The story broke in the organization’s PEEReview, which alleged that the Engler administration fudged the rules: "According to PEER members within DEQ, rules were bent, on orders from the office of Governor John Engler, to give the award to the Presque Isle Power plant which happens to be among the dirtiest coal-fired power plants in the Great Lakes region."

DEQ spokesperson Ken Silfven says the allegation that the program rules were bent is "absolutely, unequivocally, untrue."

Silfven says it should come as no surprise that coal-burning power plants emit heavy pollution, but Wisconsin Electric’s plant earned the Clean Corporate Citizen designation for going beyond what is required in terms of taking steps to monitor and control its pollution – something the program is designed to encourage. He says the plant is in compliance with state and federal environmental regulations.

"Wisconsin Electric worked hard to get into the program," he adds.

PEER also claims that the plant "ranks as one of the state’s greatest single sources of particulate matter, emitting hundreds of tons of it into the atmosphere, The smallest and lightest of these particles cause severe, long-term respiratory problems when inhaled."

In fact, pollution from the Presque Isle plant creates a haze over Marquette throughout the year. Fly ash from the plant has also polluted Marquette-area groundwater.
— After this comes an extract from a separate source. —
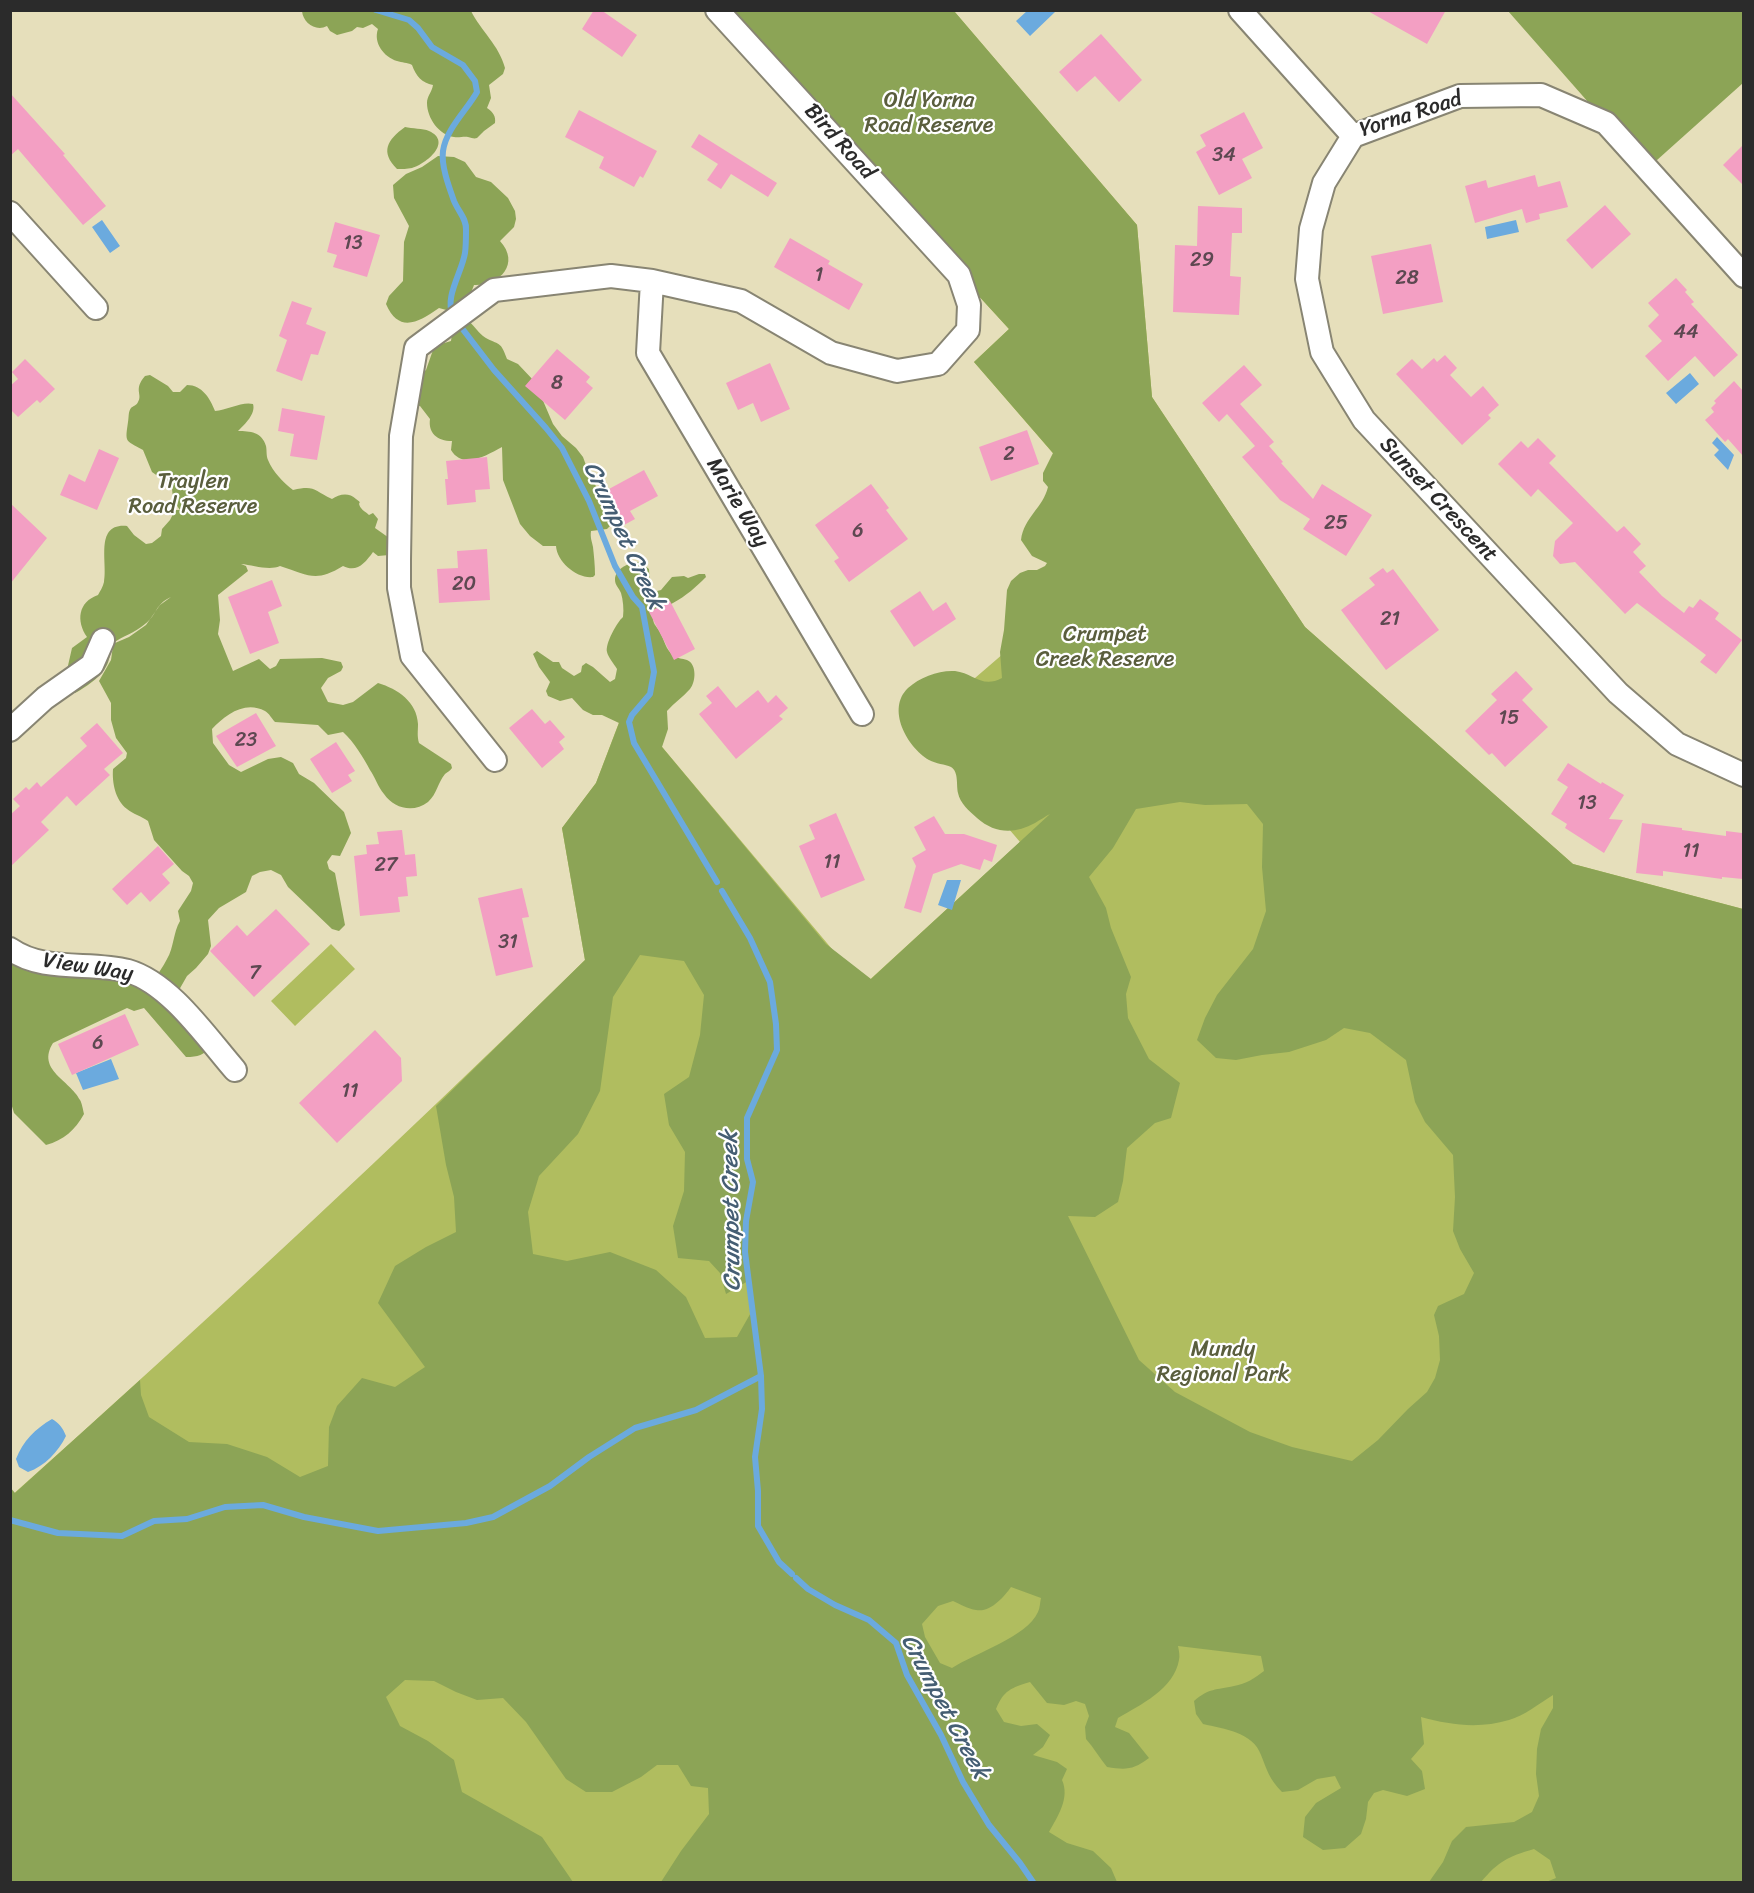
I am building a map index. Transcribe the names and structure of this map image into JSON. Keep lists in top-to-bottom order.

The revelation comes as Northern Michigan faces its own "Phantom Menace" in ozone pollution from industries in Chicago, Muskegon, Milwaukee and Gary.

Ozone is invisible, odorless and hazardous to plants, wildlife and humans. It is created through the reaction of sunlight and high temperatures on industrial gases and auto emissions. It has been a concern across the state. The combination of hot summer weather and auto fumes created by construction slowdowns is pushing up levels.

It’s a particular problem in Northern Michigan: Clouds of pollution from industrial cities are transformed into ozone as they drift over Lake Michigan. It can often be noticed in the mottling effect it has on plant life.

"Because of issues of air transport across the lake, we can have days that exceed health standards, especially for people with respiratory disease, the elderly and children," says Amy Sander, Regional Manager of the American Lung Association of Michigan (ALAM).

The Lung Association monitors ozone pollution in Traverse City, as does the DEQ at a post in Frankfort.

"Last year, we didn’t have any days exceeding health standards," Sander says. "But we’ll probably have a lot of ozone days this summer because it’s going be really hot."

In a recent federal court challenge, a coalition of energy companies and allies overturned Environmental Protection Agency regulations on ozone pollution.

Sander says that trashing the EPA regulations ensures that Northern Michigan will simmer through yet another ozone summer.